Today’s era is of cryptocurrencies as they have taken over the whole world with a storm. Everyone is talking about digital currencies, and they are now preferred fiat currencies. There are several cryptocurrencies floating in the market, but two of the most popular and widely-used digital currencies are Bitcoin and Ethereum. If you want to start your bitcoin trading journey, you can visit the online platform and get more details . Ether was launched later than bitcoin, but it is giving tough competition to it. Most people are confused between both of them as they don’t know which one is better. You can read the following paragraphs to learn the major differences between bitcoin and Ethereum.
History and origin
The origin and history of Ethereum and Bitcoin differ a lot. If we talk about the origin, bitcoin was launched in 2009, whereas Ethereum was launched in 2015. Satoshi Nakamoto is the creator of bitcoin, and Ethereum was founded by Vitalik Buterin, who is a programmer and researcher by profession. Bitcoin was the first-ever cryptocurrency introduced to the world and became an example for all other currencies in the market. Ethereum was created after taking inspiration from bitcoin and using blockchain technology to create a platform with better functionality than bitcoin. Ethereum was mainly designed for smart contracts and distributed applications.
Another significant difference between bitcoin and Ether is their work and the concepts on which both of them work. Both of the currencies work on the blockchain technology by bitcoin mainly focuses on facilitating peer-to-peer transactions. It is used as an alternative to fiat currencies as it resolves all the issues that you get to face while using traditional currencies. It is a decentralised cryptocurrency that allows you to make transactions at a minimum cost.Â Moreover, there are no rules and regulations imposed on the working of bitcoins which provides excellent freedom to the users to make transactions anywhere and anytime.
Ethereum also works with peer-to-peer transactions, but it offers the users a platform where they can build applications and smart contracts. The smart contract is a modern technology that allows the users to exchange anything of value over the decentralised platform. You can exchange anything, starting from stocks to property, with smart contracts.

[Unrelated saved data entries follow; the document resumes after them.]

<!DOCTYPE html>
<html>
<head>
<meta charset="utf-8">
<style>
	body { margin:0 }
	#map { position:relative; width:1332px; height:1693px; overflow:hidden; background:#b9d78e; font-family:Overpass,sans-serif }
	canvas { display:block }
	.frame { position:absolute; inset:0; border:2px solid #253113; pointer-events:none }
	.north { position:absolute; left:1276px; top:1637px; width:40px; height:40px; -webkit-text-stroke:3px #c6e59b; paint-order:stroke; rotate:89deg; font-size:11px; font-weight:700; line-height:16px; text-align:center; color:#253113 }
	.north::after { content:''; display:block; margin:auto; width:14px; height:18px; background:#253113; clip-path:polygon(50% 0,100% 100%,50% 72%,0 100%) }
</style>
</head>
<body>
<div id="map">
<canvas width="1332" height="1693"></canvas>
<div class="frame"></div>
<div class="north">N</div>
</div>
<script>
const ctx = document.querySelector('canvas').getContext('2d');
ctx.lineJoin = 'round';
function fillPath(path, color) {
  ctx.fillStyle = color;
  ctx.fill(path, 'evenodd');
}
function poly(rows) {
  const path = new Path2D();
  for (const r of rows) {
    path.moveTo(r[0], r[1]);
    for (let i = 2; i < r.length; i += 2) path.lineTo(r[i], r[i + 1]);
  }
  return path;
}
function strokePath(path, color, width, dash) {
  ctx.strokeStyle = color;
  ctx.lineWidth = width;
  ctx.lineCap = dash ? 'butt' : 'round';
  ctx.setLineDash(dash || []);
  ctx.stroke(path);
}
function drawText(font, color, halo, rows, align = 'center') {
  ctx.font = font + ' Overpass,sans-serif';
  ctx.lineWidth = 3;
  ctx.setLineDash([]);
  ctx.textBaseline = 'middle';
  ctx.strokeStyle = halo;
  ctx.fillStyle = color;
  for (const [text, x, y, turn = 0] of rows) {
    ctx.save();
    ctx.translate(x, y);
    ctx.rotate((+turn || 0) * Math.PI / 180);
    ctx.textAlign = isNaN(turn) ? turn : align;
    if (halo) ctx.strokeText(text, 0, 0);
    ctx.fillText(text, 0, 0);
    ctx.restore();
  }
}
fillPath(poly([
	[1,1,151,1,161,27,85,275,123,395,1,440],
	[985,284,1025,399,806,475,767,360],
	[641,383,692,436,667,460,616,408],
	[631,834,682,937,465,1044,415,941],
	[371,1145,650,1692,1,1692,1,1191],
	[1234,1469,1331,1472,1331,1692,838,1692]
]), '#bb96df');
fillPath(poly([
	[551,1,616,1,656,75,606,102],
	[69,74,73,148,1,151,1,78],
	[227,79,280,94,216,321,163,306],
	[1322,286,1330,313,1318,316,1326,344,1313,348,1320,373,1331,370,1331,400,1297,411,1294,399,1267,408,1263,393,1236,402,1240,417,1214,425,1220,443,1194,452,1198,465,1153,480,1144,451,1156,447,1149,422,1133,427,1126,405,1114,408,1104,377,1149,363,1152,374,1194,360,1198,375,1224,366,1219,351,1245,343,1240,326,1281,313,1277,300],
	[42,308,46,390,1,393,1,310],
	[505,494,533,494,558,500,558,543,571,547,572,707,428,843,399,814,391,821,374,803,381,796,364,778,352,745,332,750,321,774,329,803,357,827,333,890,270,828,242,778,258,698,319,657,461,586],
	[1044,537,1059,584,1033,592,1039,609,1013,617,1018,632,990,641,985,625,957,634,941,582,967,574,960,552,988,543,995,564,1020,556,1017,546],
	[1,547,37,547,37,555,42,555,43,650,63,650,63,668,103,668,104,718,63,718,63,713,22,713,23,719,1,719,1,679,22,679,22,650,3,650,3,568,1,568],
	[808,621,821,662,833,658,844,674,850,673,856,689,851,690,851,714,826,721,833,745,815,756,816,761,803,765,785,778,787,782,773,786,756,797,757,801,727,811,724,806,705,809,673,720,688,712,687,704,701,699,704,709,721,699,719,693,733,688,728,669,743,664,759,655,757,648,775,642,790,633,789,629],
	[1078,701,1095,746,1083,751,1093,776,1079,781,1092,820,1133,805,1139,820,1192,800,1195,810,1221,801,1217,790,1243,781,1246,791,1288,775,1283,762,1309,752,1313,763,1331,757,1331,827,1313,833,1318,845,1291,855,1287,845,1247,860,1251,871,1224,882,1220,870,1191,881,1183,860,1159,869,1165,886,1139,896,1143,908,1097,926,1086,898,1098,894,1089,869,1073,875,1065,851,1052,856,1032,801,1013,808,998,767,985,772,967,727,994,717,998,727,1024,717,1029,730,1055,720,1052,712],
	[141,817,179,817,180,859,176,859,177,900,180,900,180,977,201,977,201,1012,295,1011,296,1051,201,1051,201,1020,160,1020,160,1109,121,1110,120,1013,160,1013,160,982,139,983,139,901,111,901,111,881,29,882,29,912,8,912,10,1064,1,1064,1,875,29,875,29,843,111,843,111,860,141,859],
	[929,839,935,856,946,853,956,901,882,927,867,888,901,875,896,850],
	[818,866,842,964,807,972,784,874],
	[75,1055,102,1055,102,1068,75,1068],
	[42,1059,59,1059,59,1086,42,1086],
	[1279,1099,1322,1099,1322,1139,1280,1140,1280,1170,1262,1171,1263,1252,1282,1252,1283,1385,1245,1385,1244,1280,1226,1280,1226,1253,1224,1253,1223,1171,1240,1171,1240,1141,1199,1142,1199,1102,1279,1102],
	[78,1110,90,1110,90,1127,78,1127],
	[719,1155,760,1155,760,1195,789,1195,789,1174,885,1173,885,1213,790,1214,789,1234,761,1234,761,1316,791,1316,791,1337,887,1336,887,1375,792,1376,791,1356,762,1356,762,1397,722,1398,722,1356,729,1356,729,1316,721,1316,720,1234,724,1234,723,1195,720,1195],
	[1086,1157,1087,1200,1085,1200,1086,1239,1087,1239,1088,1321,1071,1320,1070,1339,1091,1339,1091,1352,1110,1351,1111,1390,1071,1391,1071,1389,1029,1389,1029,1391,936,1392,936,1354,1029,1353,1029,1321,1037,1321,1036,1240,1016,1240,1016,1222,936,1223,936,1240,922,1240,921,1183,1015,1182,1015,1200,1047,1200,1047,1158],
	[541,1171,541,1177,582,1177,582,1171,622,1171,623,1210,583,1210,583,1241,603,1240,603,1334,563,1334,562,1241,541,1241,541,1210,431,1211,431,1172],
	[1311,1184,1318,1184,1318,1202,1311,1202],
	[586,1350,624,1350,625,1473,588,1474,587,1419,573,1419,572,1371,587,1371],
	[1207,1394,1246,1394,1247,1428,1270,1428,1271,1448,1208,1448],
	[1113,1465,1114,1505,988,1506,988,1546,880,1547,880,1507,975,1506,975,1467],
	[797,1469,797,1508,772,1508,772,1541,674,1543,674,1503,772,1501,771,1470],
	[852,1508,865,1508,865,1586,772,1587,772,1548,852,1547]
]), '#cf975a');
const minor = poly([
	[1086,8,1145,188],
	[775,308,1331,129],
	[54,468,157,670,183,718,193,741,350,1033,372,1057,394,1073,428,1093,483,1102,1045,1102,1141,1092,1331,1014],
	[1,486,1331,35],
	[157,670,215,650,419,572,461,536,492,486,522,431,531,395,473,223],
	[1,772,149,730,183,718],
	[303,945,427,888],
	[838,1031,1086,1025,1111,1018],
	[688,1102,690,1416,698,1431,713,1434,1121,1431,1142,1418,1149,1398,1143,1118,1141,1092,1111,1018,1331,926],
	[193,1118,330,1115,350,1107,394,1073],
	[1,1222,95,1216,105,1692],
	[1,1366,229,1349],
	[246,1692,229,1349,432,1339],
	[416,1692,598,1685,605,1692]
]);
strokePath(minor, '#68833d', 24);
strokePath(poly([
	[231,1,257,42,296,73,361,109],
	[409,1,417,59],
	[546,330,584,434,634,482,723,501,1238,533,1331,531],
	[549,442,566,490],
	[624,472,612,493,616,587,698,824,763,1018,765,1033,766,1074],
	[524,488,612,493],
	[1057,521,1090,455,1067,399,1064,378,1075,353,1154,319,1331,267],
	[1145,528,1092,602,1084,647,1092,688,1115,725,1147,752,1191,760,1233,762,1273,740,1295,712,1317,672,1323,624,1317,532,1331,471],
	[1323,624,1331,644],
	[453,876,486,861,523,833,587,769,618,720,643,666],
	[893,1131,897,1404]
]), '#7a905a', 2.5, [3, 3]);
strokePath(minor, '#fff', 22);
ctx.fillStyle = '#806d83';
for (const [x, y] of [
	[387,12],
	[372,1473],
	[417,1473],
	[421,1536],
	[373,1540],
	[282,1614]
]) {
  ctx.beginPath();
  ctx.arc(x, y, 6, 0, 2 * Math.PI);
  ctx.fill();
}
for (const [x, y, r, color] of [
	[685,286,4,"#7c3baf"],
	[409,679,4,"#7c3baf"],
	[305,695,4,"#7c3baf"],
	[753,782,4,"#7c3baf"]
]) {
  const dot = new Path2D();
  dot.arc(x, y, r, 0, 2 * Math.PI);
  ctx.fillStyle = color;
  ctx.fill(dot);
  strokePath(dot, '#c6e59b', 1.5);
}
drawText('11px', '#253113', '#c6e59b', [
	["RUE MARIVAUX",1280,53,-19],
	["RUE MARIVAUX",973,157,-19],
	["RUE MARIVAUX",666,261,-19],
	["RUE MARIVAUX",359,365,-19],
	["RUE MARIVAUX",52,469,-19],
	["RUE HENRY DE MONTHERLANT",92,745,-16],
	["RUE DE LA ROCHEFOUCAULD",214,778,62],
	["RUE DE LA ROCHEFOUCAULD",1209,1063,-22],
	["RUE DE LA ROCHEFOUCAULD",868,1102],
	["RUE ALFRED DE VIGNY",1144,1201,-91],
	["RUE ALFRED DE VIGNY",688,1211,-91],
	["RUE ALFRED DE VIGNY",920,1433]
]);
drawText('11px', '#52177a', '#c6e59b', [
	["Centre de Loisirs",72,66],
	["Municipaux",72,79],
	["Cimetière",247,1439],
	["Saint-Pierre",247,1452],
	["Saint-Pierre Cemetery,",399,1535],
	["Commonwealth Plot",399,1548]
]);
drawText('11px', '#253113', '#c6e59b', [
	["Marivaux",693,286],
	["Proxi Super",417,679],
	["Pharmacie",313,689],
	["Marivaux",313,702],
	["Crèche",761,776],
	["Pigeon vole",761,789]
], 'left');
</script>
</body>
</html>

The transactions of bitcoin, as well as Ethereum both, are validated through bitcoin mining. In bitcoins, the miners verify the transactions and add them to the block, and the method of doing it is termed as proof of work. Mining involves solving complex mathematical problems and the miner who does it in the minimum time and adds the block to the blockchain gets the reward. With Ethereum, mining can only be done with proof of stake. A person cannot validate Ethereum transactions without proof of stake. It refers to the number of coins he owns, as the more coins he will hold, the higher mining power he will have.
The mining process is quicker in Ethereum as it takes only a few seconds to validate a transaction, whereas, in bitcoin, it takes several minutes. A bitcoin miner receives around 12.5 bitcoins for adding a block to the blockchain. The reward amount is decreased by half after every four years, and it is known as halving. If we talk about Ethereum, a miner gets rewards with three Ether for adding a single block to the blockchain. The best part about Ether is that the reward amount will never be halved.
Bitcoin is a decentralised cryptocurrency that allows users to make transactions at minimum fees. There are no charges imposed on bitcoin transactions. However, if you want the miners to pay special attention to your transaction and get it approved quickly, you can pay them some money. With Ethereum, you need to pay a certain amount in Ethereum to get your transaction approved. The amount paid by you is termed gas, and it is vital for your transaction to be added to the blockchain. It is one of the top reasons that bitcoin is preferred over Ethereum as it is more affordable and economical.
The hashing algorithm is the system used by cryptocurrencies to keep the transactions encrypted and maintain the privacy and security of the users. Both of these cryptocurrencies use different algorithms, as Bitcoin uses a hashing algorithm named SHA-256. On the other hand, Ethereum uses Ethash, which is a cryptographic algorithm.